The task for week 9 was to get a NYT API key, construct an interface to R, grab some data and finally return a dataframe. I chose to work with the “Archive_api” because I actually have some future tasks that I’d like to tackle that involve old newspapers.
This file is available on rpubs here and in my github here
library(jsonlite)
library(httr)
library(knitr)I created a function to query the NYT Archive API and return a dataframe containing the data retrieved. Also, in the development process, I noticed that my request failed frequently so I’ve set my function up to retry using the RETRY() function.
#params
api.key <- "36a5b43cb0e04a1dad5e23a9810f2cc1"
yyyy <- "1929"
mm <- "09"
#return JSON from NYT API
get.NytArchives <- function(api.key,yyyy,mm){
base.url <- paste("https://api.nytimes.com/svc/archive/v1/",yyyy,"/",mm,".json",sep="")
print(paste("Collecting NYT archvies data for: ",toString(yyyy),"-",toString(mm)))

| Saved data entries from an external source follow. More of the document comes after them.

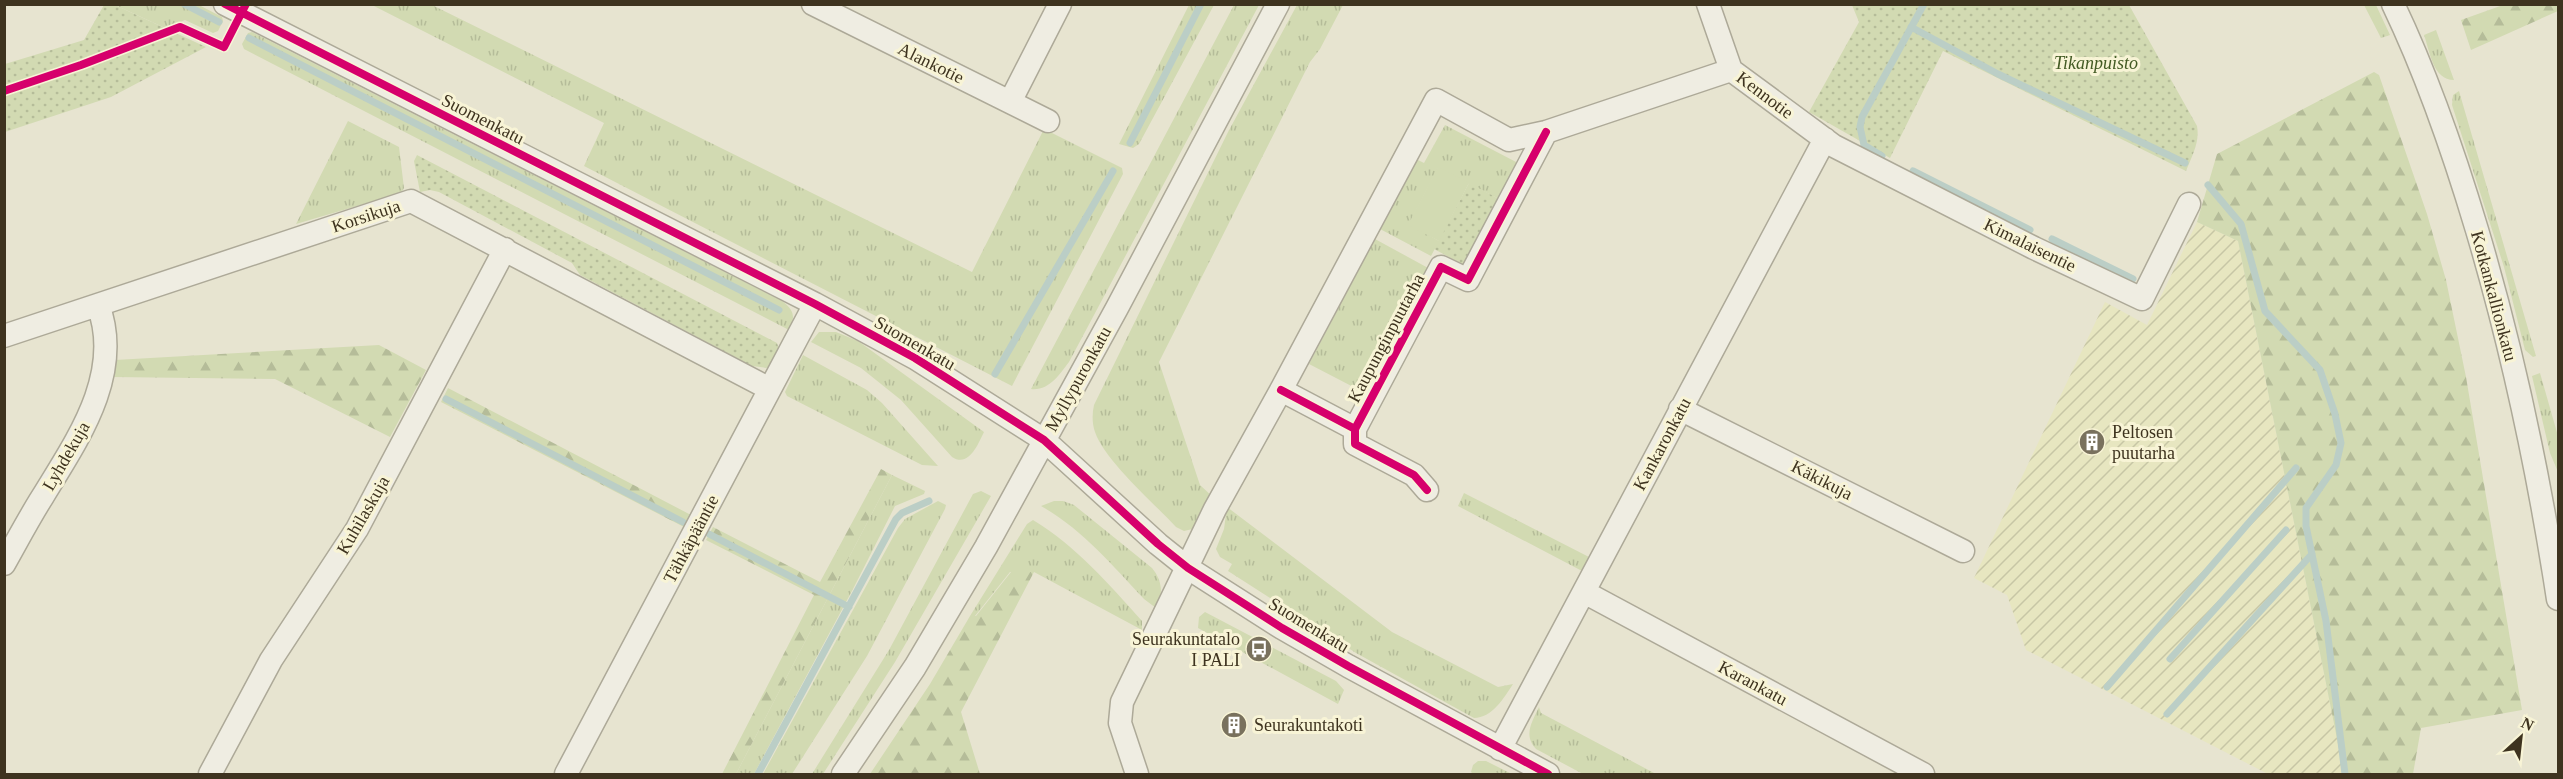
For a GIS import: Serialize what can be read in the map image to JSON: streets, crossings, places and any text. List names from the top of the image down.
{
  "streets": {
    "street": [
      "Alankotie",
      "Kennotie",
      "Suomenkatu",
      "Korsikuja",
      "Kimalaisentie",
      "Kotkankallionkatu",
      "Kaupunginpuutarha",
      "Myllypuronkatu",
      "Kankaronkatu",
      "Lyhdekuja",
      "Käkikuja",
      "Kuhilaskuja",
      "Tähkäpääntie",
      "Karankatu"
    ]
  },
  "crossings": [
    ["Kennotie", "Kimalaisentie"],
    ["Kennotie", "Kankaronkatu"],
    ["Suomenkatu", "Myllypuronkatu"],
    ["Suomenkatu", "Kankaronkatu"],
    ["Suomenkatu", "Tähkäpääntie"],
    ["Korsikuja", "Lyhdekuja"],
    ["Korsikuja", "Kuhilaskuja"],
    ["Korsikuja", "Tähkäpääntie"],
    ["Kimalaisentie", "Kankaronkatu"],
    ["Kankaronkatu", "Käkikuja"],
    ["Kankaronkatu", "Karankatu"]
  ],
  "parks": ["Tikanpuisto"],
  "places": {
    "building": ["Peltosen puutarha", "Seurakuntakoti"],
    "bus stop": ["Seurakuntatalo I PALI"]
  },
  "north": "top right"
}
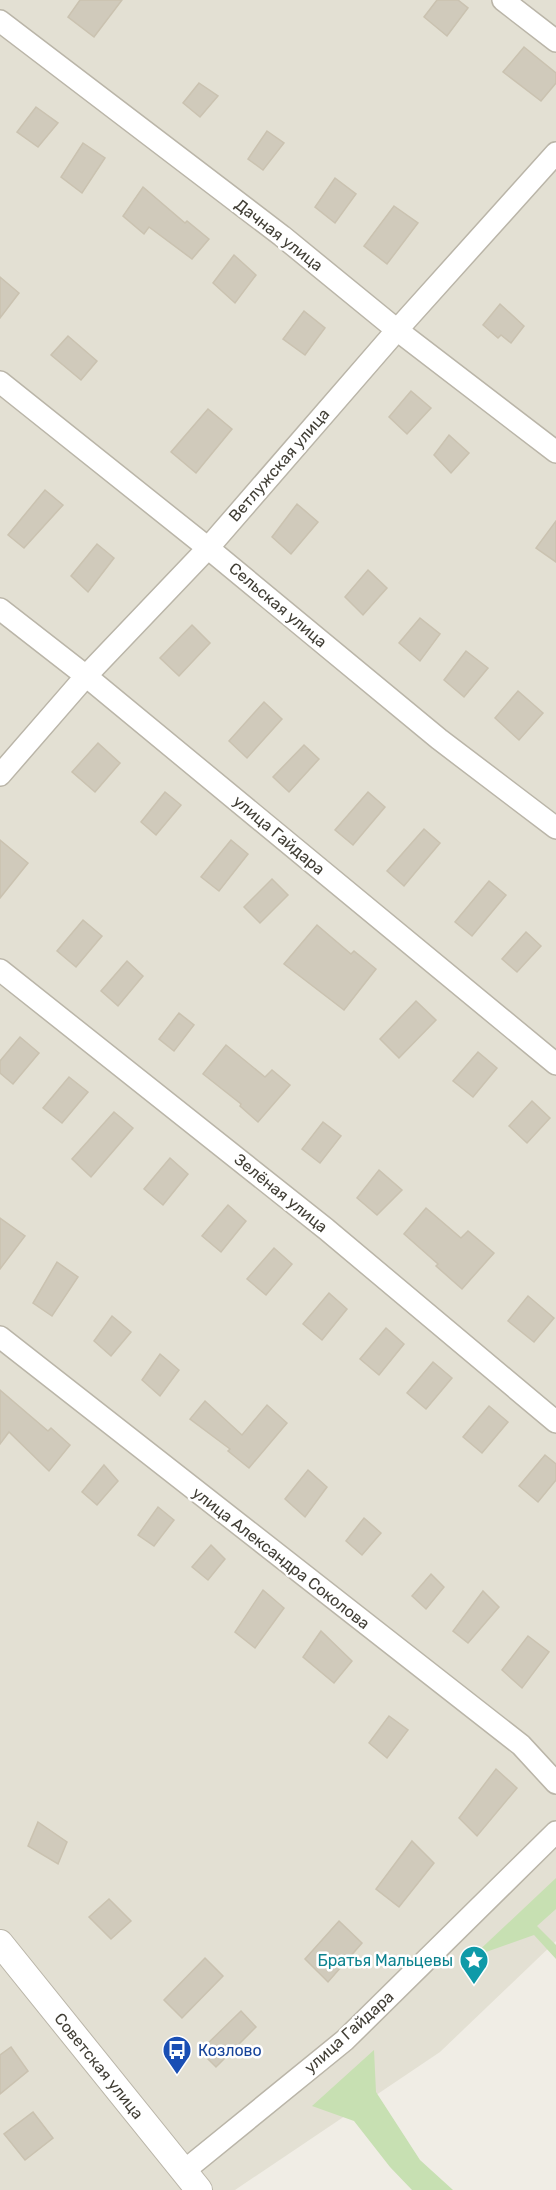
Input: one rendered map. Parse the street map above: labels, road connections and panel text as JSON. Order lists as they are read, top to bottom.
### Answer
{
  "streets": {
    "street": [
      "Дачная улица",
      "Ветлужская улица",
      "Сельская улица",
      "улица Гайдара",
      "Зелёная улица",
      "улица Александра Соколова",
      "Советская улица"
    ]
  },
  "crossings": [
    ["Дачная улица", "Ветлужская улица"],
    ["Ветлужская улица", "Сельская улица"],
    ["Ветлужская улица", "улица Гайдара"],
    ["улица Гайдара", "Советская улица"]
  ],
  "places": {
    "place": ["Братья Мальцевы"],
    "bus stop": ["Козлово"]
  }
}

#get seems to fail sometimes, so keep on tryin'
query <- RETRY("GET","https://api.nytimes.com/svc/archive/v1/1929/9.json",
query = list(api_key=api.key),
times = 100,
pause_base = 2)
query <- content(query,as="text",encoding="UTF-8")
df <- as.data.frame(fromJSON(query))
#clean up the column names
colnames(df) <- gsub("^.*\\.","", colnames(df))
return(df)
}We’ll do a call to grab a single month and see what we get back
result <- get.NytArchives(api.key,"1929","9")## [1] "Collecting NYT archvies data for: 1929 - 9"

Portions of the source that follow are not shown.